Let us first take a look at elections. They were held in five regions last year and in eight regions this year. In every case, the Kremlin-backed incumbents won — whether they were newcomers or old-timers. Some won outright, while others won with the help of municipal filters and administrative resources. In Moscow, Vladimir and Chita, the Kremlin was careful to avoid even the hint of a split among regional political elites or among the outgoing and incoming gubernatorial teams. We can refer to this method of putting governors in power as federal appointments legitimized by subsequent elections.

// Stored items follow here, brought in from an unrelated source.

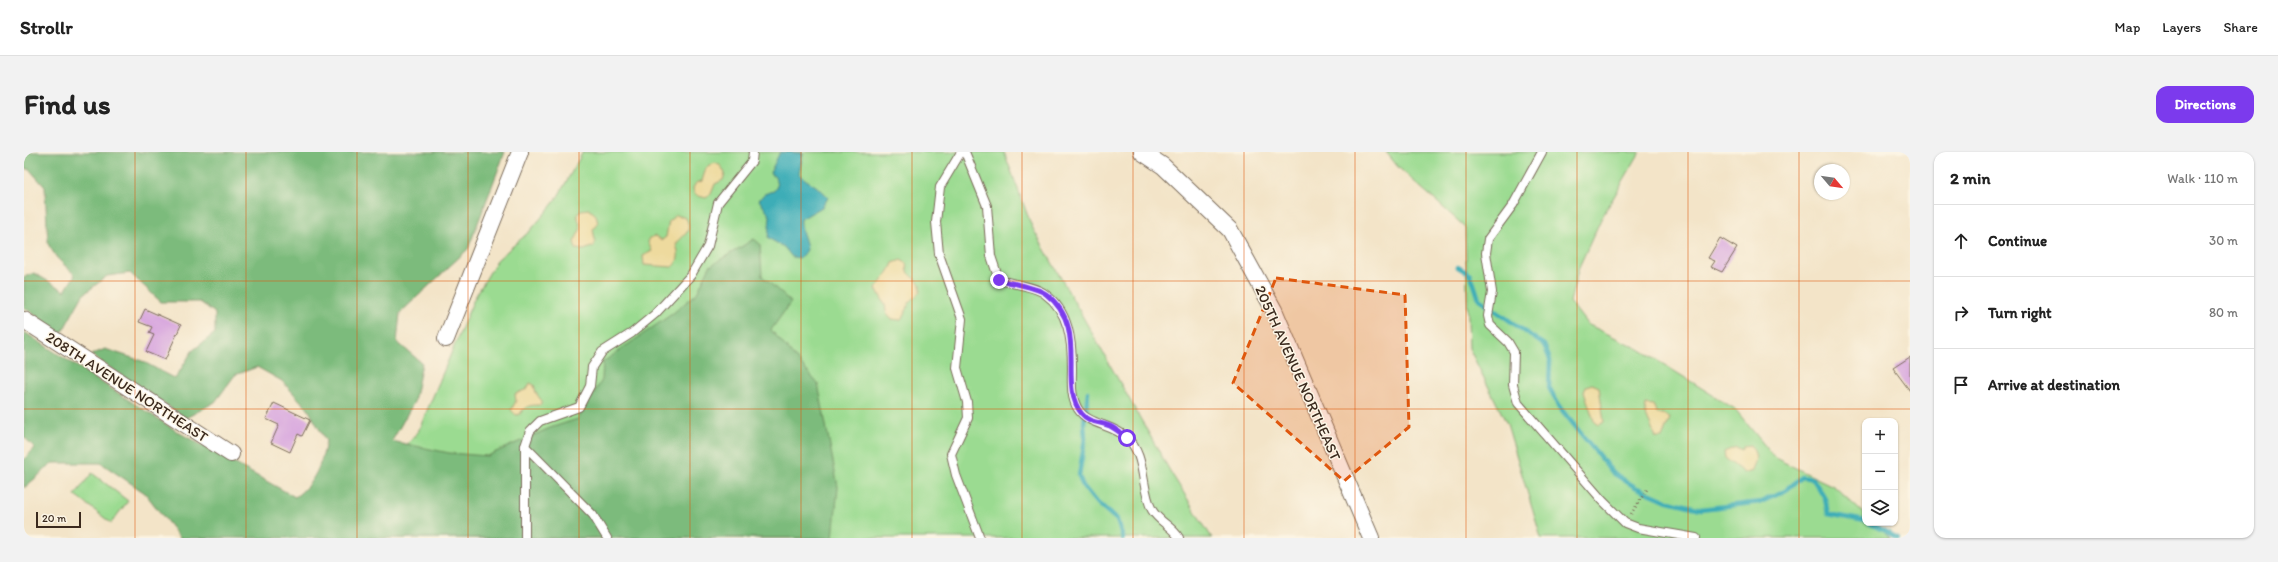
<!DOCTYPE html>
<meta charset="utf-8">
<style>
body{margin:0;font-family:Itim,sans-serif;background:#f2f2f2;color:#222}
.controls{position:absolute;right:12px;bottom:12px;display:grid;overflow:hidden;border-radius:8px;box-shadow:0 1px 3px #0004}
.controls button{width:36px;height:36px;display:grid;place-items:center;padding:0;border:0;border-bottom:1px solid #e0e0e0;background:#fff;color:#222;font:20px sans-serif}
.compass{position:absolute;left:1790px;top:12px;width:36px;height:36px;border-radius:50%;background:#fff;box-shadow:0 1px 3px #0004;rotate:119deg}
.scale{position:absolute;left:12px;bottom:10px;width:45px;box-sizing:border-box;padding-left:4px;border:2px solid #3b2a1e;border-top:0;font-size:11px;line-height:14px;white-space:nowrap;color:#3b2a1e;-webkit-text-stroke:3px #fcf5e5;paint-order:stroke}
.stop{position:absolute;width:12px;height:12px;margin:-9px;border:3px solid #7c3aed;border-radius:50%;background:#fff}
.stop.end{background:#7c3aed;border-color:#fff;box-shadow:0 1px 4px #0008}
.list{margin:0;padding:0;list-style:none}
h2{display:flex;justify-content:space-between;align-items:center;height:52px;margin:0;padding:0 16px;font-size:17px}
h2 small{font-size:13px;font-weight:400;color:#767676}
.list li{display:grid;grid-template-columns:26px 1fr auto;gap:12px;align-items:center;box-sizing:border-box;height:72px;padding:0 16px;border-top:1px solid #e0e0e0}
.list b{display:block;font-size:15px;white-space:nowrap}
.list em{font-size:13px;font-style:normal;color:#767676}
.icon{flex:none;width:22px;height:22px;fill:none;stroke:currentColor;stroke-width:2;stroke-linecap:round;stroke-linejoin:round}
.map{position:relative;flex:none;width:1886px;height:386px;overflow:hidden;border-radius:12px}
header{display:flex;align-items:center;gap:24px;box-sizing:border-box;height:56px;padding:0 20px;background:#fff;border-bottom:1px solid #e0e0e0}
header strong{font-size:19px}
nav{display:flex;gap:22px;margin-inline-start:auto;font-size:14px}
.intro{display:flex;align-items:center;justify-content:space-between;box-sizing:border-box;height:96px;padding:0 24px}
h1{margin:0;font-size:28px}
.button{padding:10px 18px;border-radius:12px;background:#7c3aed;color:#fff;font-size:14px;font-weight:700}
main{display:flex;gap:24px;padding:0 24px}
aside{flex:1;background:#fff;border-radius:12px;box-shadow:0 1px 3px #0004}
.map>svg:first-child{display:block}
.green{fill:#9bdb91;stroke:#6b8258}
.forest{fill:#7cbb7b;stroke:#5c724c}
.sand{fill:#eeda9e;stroke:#94825e}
.water{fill:#3cadb7;stroke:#3c6c6a}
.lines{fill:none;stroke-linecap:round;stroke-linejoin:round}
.stream{stroke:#3cadb7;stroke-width:4.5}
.building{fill:#d6a2de}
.lane-casing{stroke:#7b6b5a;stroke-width:10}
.street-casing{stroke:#7b6b5a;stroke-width:18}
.path{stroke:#7b6b5a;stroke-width:2.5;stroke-dasharray:1 3;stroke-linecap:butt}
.lane{stroke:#fff;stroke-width:8}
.street{stroke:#fff;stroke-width:16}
.route{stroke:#7c3aed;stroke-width:5}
.marked{fill:#df570d;fill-opacity:0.2;stroke:#df570d;stroke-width:3;stroke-dasharray:8 5;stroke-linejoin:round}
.grid{fill:none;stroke:#df570d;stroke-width:1;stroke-opacity:0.55}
.labels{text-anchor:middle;stroke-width:3;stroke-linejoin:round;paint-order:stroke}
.street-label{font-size:15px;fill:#3b2a1e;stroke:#fcf5e5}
</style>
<header>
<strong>Strollr</strong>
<nav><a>Map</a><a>Layers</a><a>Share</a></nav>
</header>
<div class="intro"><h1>Find us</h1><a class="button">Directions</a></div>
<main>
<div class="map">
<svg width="1886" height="386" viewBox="0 0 1886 386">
<rect width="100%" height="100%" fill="#fcf5e5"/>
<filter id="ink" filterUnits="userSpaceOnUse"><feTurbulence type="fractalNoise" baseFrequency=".025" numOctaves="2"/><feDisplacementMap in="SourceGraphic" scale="8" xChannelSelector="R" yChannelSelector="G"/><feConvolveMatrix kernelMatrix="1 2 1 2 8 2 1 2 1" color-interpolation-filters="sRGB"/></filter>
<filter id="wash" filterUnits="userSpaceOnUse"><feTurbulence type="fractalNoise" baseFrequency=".012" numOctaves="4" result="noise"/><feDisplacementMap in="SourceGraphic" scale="16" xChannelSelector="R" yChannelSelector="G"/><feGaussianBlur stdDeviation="0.9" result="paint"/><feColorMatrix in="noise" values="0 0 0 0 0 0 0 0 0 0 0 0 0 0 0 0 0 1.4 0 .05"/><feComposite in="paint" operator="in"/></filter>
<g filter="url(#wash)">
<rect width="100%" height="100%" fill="#f3e4c8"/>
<!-- green -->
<g class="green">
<path d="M 559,0 L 980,0 L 1008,75 L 1146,319 L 1188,386 L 302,386 L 394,280 L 450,147 L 473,108 L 506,79 L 532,48 Z"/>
<path d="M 1362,0 L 1616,0 L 1577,67 L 1555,115 L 1546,150 L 1563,172 L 1615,197 L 1711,257 L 1751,306 L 1811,335 L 1841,363 L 1841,371 L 1849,371 L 1866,386 L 1517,386 L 1483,272 L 1445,196 L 1441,75 L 1374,15 Z"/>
<path d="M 68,321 L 104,349 L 87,371 L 51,343 Z"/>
</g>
<!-- forest -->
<path class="forest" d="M 0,0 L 481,0 L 444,97 L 376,161 L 373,190 L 398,211 L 390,250 L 368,289 L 425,301 L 463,304 L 526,276 L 554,267 L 578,228 L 579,210 L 648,162 L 673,141 L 686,114 L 730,87 L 736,92 L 738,124 L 767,150 L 747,178 L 794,232 L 814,335 L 809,386 L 156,386 L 121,341 L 77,311 L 29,311 L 0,336 L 0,307 L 11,296 L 0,285 L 0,180 L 154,280 L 271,345 C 290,332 298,312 302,289 L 284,257 L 258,229 L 233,215 L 211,223 L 191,250 L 162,266 L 67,203 L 81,197 L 118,209 L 151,227 L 168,199 L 191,181 L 191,161 L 176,150 L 137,150 L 106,121 L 83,124 L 59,143 L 37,182 L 0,155 L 0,125 L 10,121 L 41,139 L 51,123 L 33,106 L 24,92 L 21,35 L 6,18 L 0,16 Z"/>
<!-- sand -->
<g class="sand">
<path d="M 691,11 L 697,14 L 701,21 L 699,28 L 691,32 L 687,42 L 682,46 C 675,44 670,44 669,36 L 672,31 L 678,29 L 682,16 Z"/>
<path d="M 565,57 L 572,63 L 574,72 L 569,77 L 571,88 L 570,94 L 560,98 L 552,97 L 550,90 L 557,76 L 553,63 L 557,58 Z"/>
<path d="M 652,63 L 662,66 C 669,80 660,82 652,92 C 655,102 656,108 648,115 L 620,113 L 619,104 L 628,99 L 624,90 L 626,86 L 631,84 L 638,88 L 642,85 L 645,69 Z"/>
<path d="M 877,108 L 882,111 L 883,119 L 896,132 L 896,140 L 885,151 L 881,162 L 876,168 L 868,167 L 862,160 L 861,152 L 852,137 C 858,127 865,122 869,111 Z"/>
<path d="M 506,231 L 510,233 L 512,241 L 517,248 L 517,253 C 507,253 501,253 496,262 L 492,263 L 487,258 L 492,249 L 491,242 L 503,237 Z"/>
<path d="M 1568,232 L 1575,235 L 1580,270 L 1575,273 L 1570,269 L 1560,239 L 1562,234 Z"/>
<path d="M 1622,252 L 1629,253 L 1633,261 L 1646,266 L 1638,286 L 1632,286 C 1628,273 1619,265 1622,252 Z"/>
<path d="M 1726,293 C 1733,301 1733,309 1728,318 L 1720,321 L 1701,306 L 1700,300 L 1712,295 L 1717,298 L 1720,294 Z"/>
</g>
<!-- water -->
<path class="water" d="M 756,0 L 779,1 L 775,22 C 785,32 797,34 804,46 L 798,55 L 777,67 C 776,80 782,85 783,98 L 777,106 L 768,105 L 760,95 L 744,86 L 746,64 L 735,48 L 740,42 L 750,39 L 753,34 L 751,25 L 746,21 Z"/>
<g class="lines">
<!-- stream -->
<g class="stream">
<path d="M 1434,115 L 1447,123 L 1455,147 L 1520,193 L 1526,208 L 1525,236 L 1537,257 L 1589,321 L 1611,335 L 1641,348 L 1677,357 L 1737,350 L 1761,339 L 1778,325 L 1789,327 L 1801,347 L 1804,362 L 1841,369"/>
<path d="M 1064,240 L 1060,271 L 1061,286 L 1055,324 L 1059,334 L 1070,348 L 1093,368 L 1099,386"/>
<path d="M 1845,371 L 1874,386"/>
</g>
</g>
<g id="blocks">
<!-- building -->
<g class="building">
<path d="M 1696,86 L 1713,96 L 1698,120 L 1687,115 L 1691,109 L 1684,106 Z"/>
<path d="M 121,157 L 157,173 L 141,208 L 122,200 L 130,183 L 125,181 L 128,175 L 115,170 Z"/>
<path d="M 1886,205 L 1886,239 L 1869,216 Z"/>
<path d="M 250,251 L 286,268 L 278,284 L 274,282 L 266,300 L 247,291 L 255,273 L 242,267 Z"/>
</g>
</g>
</g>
<g filter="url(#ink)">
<use href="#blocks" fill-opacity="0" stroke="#7b6b5a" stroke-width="1"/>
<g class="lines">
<!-- lane casing -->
<g class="lane-casing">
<g id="lane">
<path d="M 937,0 L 916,35 L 912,70 L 915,102 L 938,167 L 933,216 L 943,250 L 944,266 L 927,302 L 932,323 L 956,386"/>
<path d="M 941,0 L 963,54 L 967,104 L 975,128 C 986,131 1013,135 1021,142 C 1045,159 1048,189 1048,215 C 1048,229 1046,244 1054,257 C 1064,273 1088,272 1102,285 C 1123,303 1116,335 1128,358 C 1135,370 1149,375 1155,386"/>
<path d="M 1518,0 L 1489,53 L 1464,87 L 1462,101 L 1468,140 L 1464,164 L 1466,173 L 1484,190 L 1490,200 L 1489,233 L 1494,251 L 1578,348 L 1601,371 L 1614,376 L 1672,386"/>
<path d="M 501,294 L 569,363 L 583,386"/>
<path d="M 501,386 L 501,294 L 506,279 L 516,269 L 555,255 L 566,234 L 568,215 L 578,200 L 608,181 L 631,162 L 667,123 L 684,94 L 694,51 L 728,9 L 729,0"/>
</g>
</g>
<!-- street casing -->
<g class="street-casing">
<g id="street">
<path d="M 1118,0 L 1139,14 L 1206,78 L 1250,158 L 1347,386"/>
<path d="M 0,168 L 207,302"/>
<path d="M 422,187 L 496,0"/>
</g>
</g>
<!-- path -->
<path class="path" d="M 1607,362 L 1624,336"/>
<!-- lane -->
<use href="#lane" class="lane"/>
<!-- street -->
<use href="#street" class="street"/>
</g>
</g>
<g class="lines" filter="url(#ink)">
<!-- route -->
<path class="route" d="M 975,128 C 986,131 1013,135 1022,142 C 1067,177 1032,231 1058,262 C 1065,271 1077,270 1086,274 C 1092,277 1098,282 1103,286"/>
</g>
<!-- marked area -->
<path class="marked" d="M 1252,126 L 1381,143 L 1385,275 L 1320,329 L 1209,231 Z"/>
<!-- grid -->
<path class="grid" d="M 111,0 L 111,386M 222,0 L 222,386M 333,0 L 333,386M 444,0 L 444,386M 555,0 L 555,386M 666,0 L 666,386M 777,0 L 777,386M 888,0 L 888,386M 998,0 L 998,386M 1109,0 L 1109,386M 1220,0 L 1220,386M 1331,0 L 1331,386M 1442,0 L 1442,386M 1553,0 L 1553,386M 1664,0 L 1664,386M 1775,0 L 1775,386M 0,129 L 1886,129M 0,257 L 1886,257"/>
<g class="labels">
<!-- street labels -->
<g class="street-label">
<text transform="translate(1274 221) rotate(66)" y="5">205TH AVENUE NORTHEAST</text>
<text transform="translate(103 235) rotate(33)" y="5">208TH AVENUE NORTHEAST</text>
</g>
</g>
</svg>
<div class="controls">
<button>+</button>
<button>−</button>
<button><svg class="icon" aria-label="layers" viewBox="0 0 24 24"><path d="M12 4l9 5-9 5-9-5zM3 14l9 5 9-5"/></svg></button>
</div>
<svg class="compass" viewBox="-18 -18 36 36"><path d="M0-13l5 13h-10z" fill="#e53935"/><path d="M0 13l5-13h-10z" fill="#767676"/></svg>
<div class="scale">20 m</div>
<div class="stop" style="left:1103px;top:286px"></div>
<div class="stop end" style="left:975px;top:128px"></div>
</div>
<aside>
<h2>2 min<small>Walk · 110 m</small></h2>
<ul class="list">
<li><svg class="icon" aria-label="ahead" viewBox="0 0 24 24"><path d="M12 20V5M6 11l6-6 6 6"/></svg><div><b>Continue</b></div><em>30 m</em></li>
<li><svg class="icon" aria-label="right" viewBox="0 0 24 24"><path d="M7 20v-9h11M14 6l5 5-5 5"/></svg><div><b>Turn right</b></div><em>80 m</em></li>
<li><svg class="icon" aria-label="arrive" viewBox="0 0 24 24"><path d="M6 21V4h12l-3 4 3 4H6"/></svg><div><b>Arrive at destination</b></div></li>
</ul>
</aside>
</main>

That would not be so bad if the Kremlin would compromise by appointing governors from among the local political elite, but it continues to bring in outsiders, shifting leaders from Yakutsk to Chita, from the Primorye region to Vladimir and from the more northerly Tyumen region to Stavropol in the south.

At the same time, the ruling party and state-owned corporations essentially manage specific regions. Then-presidential administration head Igor Sechin orchestrated Zerenkov's appointment as a way to keep his hand in the shale oil project Rosneft operates in the region. Similarly, Vladimirov, a former business manager for both LUKoil and Gazprom, most likely represents the interests of the latter company.

One year ago, the Institute for Socioeconomic and Political Research, now the main analytical body advising the presidential administration on domestic policy, released a report containing, among other things, recommendations for holding early elections for governors. Without early elections, the report stated, many governors would stand for re-election at the same time State Duma elections are held in 2016, making it impossible to wage effective campaigns of their own while also supporting State Duma candidates. The recent Moscow elections were a trial run of this strategy that ended up somewhat unsuccessful.

At the Valdai Discussion Club in September, I asked Deputy Chief of Staff Vyacheslav Volodin if the presidential administration was planning to hold a series of early gubernatorial elections. Volodin said no, the governors would serve out their full terms. However, it seems that was not entirely true, and the first sign is the early election in Stavropol. That might be followed byearly elections in regions where the governors are weak: Murmansk, Orel, Kalmykia and Astrakhan.

Nikolai Petrov is a professor of political science at the Higher School of Economics.